_Record extracts_.
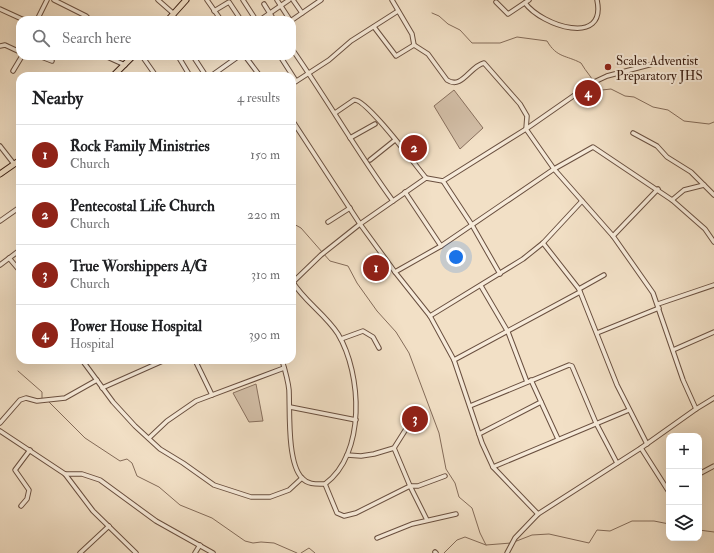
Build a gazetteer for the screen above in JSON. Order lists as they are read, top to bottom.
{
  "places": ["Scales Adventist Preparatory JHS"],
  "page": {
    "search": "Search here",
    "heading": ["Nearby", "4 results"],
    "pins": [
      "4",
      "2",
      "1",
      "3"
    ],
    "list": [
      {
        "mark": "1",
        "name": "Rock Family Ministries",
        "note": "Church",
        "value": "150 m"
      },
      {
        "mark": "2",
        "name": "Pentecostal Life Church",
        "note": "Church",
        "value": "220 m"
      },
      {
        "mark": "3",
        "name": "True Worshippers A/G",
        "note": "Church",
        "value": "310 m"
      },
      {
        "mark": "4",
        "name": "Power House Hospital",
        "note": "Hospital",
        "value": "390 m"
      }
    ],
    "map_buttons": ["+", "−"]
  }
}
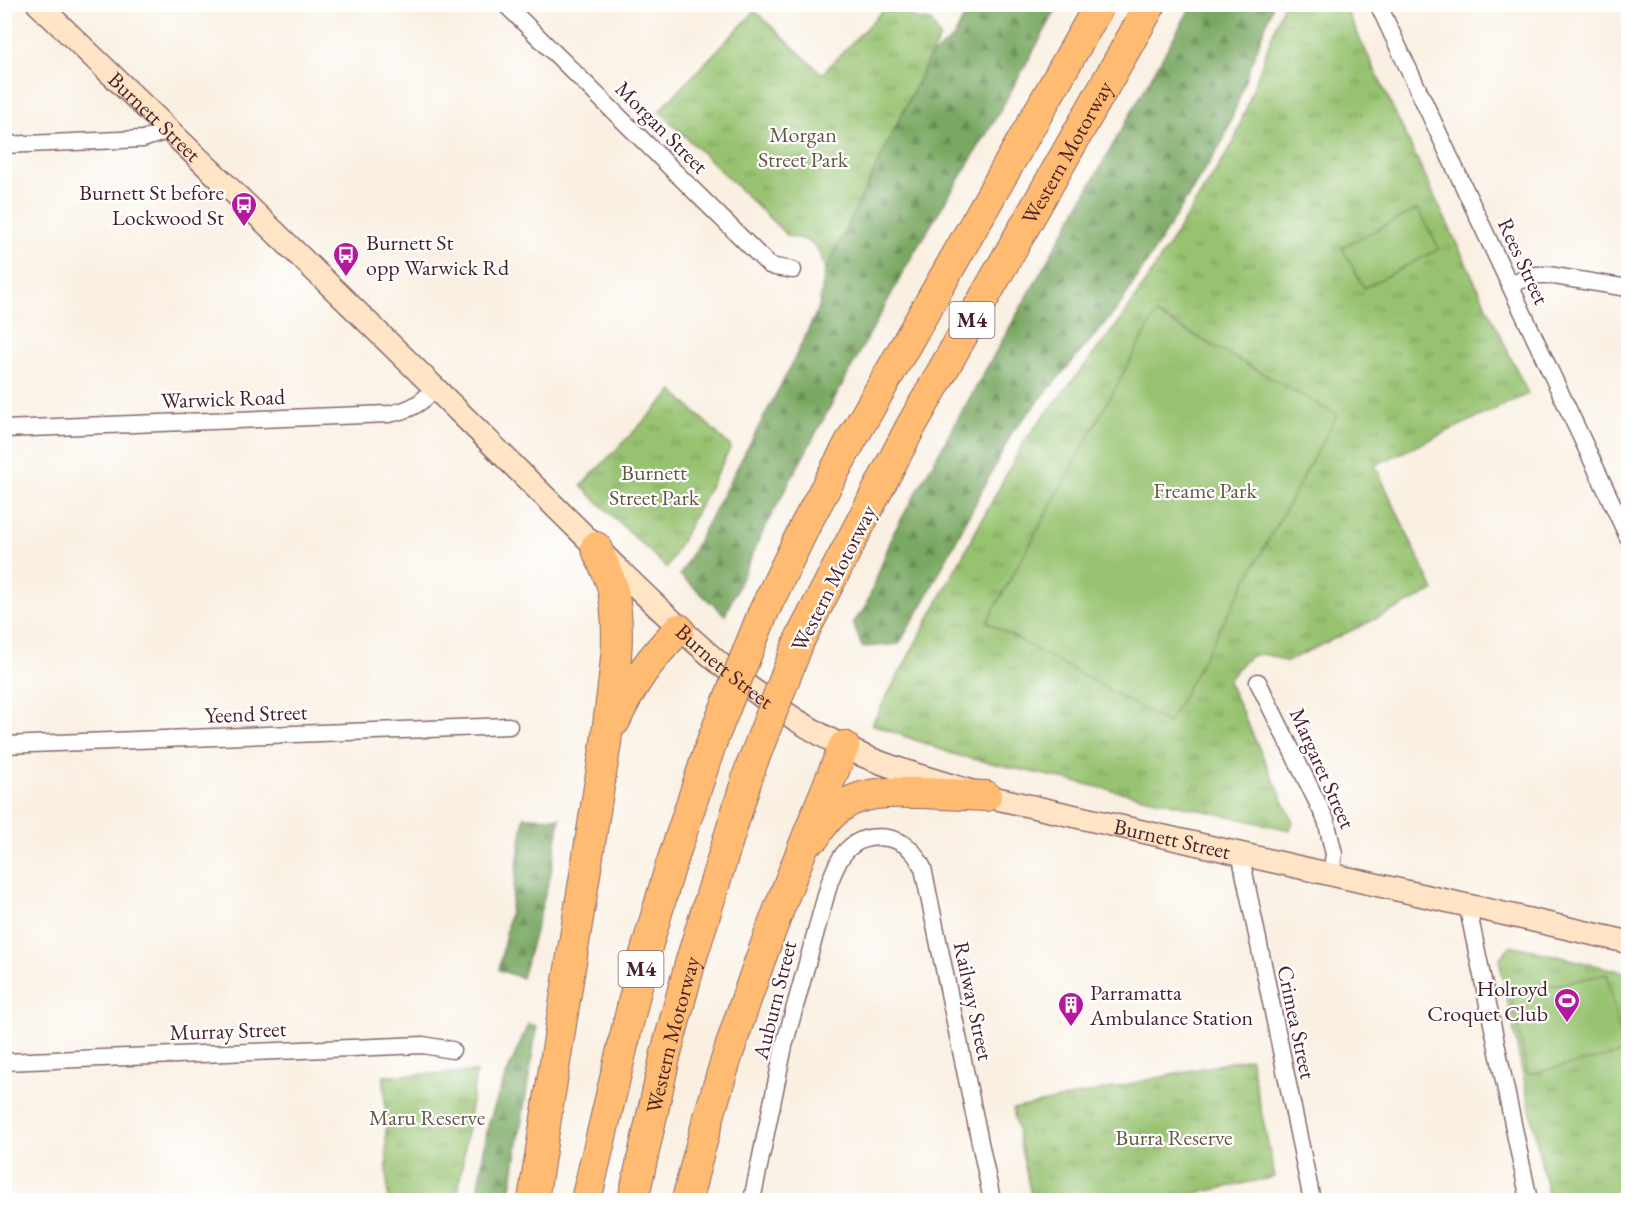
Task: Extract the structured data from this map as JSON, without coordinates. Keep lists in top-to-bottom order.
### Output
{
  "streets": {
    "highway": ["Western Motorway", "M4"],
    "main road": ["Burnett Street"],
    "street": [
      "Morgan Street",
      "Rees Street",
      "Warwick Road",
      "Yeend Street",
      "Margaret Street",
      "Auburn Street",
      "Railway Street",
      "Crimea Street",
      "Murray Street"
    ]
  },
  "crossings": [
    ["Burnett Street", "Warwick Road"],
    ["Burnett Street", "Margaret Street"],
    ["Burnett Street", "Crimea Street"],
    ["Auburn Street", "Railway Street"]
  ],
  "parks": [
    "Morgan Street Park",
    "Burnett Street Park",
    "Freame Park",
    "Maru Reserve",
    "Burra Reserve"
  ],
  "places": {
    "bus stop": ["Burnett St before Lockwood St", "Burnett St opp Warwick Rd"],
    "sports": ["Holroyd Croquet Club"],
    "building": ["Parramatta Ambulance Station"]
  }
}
==
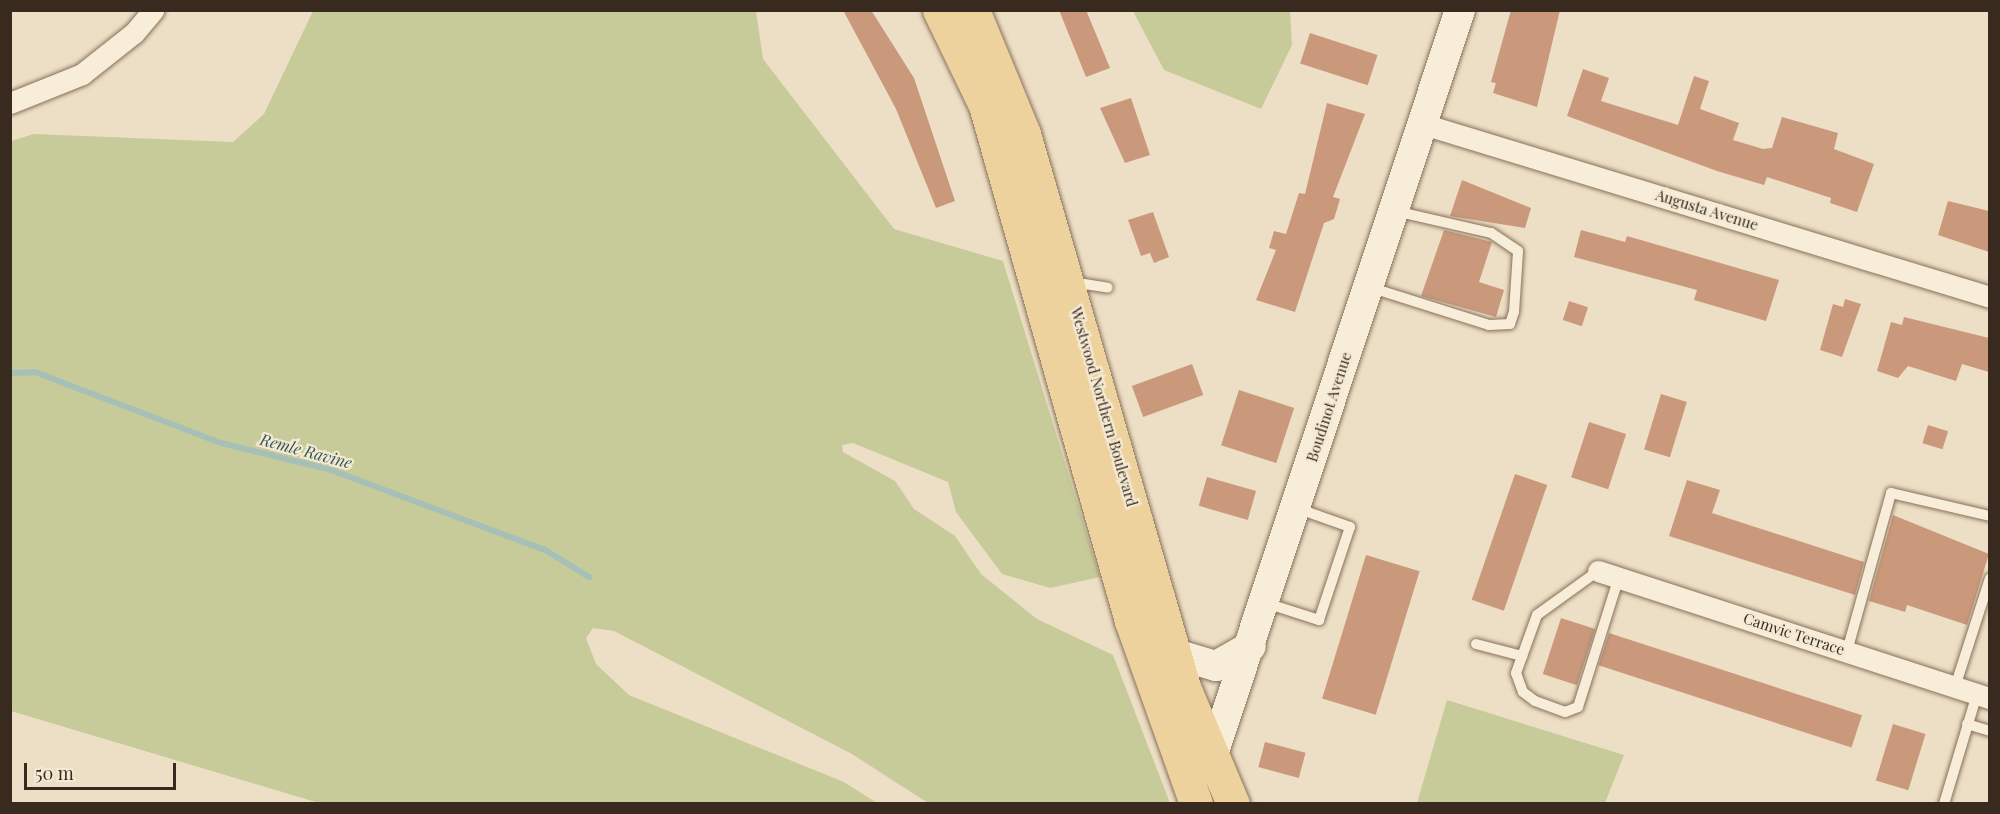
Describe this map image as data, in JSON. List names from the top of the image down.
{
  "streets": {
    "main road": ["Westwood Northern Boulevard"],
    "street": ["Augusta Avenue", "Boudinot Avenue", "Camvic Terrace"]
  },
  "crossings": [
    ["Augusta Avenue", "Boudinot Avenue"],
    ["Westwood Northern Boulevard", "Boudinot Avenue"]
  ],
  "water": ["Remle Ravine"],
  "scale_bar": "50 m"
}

_Problem statement_. Only the lines between the one with "Build a gazetteer" and the one with "Task: Extract the", those two included, get copied from the material above. Keep it exact and free of pictures.

_Exercise answer_.
Build a gazetteer for the screen above in JSON. Order lists as they are read, top to bottom.
{
  "places": ["Scales Adventist Preparatory JHS"],
  "page": {
    "search": "Search here",
    "heading": ["Nearby", "4 results"],
    "pins": [
      "4",
      "2",
      "1",
      "3"
    ],
    "list": [
      {
        "mark": "1",
        "name": "Rock Family Ministries",
        "note": "Church",
        "value": "150 m"
      },
      {
        "mark": "2",
        "name": "Pentecostal Life Church",
        "note": "Church",
        "value": "220 m"
      },
      {
        "mark": "3",
        "name": "True Worshippers A/G",
        "note": "Church",
        "value": "310 m"
      },
      {
        "mark": "4",
        "name": "Power House Hospital",
        "note": "Hospital",
        "value": "390 m"
      }
    ],
    "map_buttons": ["+", "−"]
  }
}
Task: Extract the structured data from this map as JSON, without coordinates. Keep lists in top-to-bottom order.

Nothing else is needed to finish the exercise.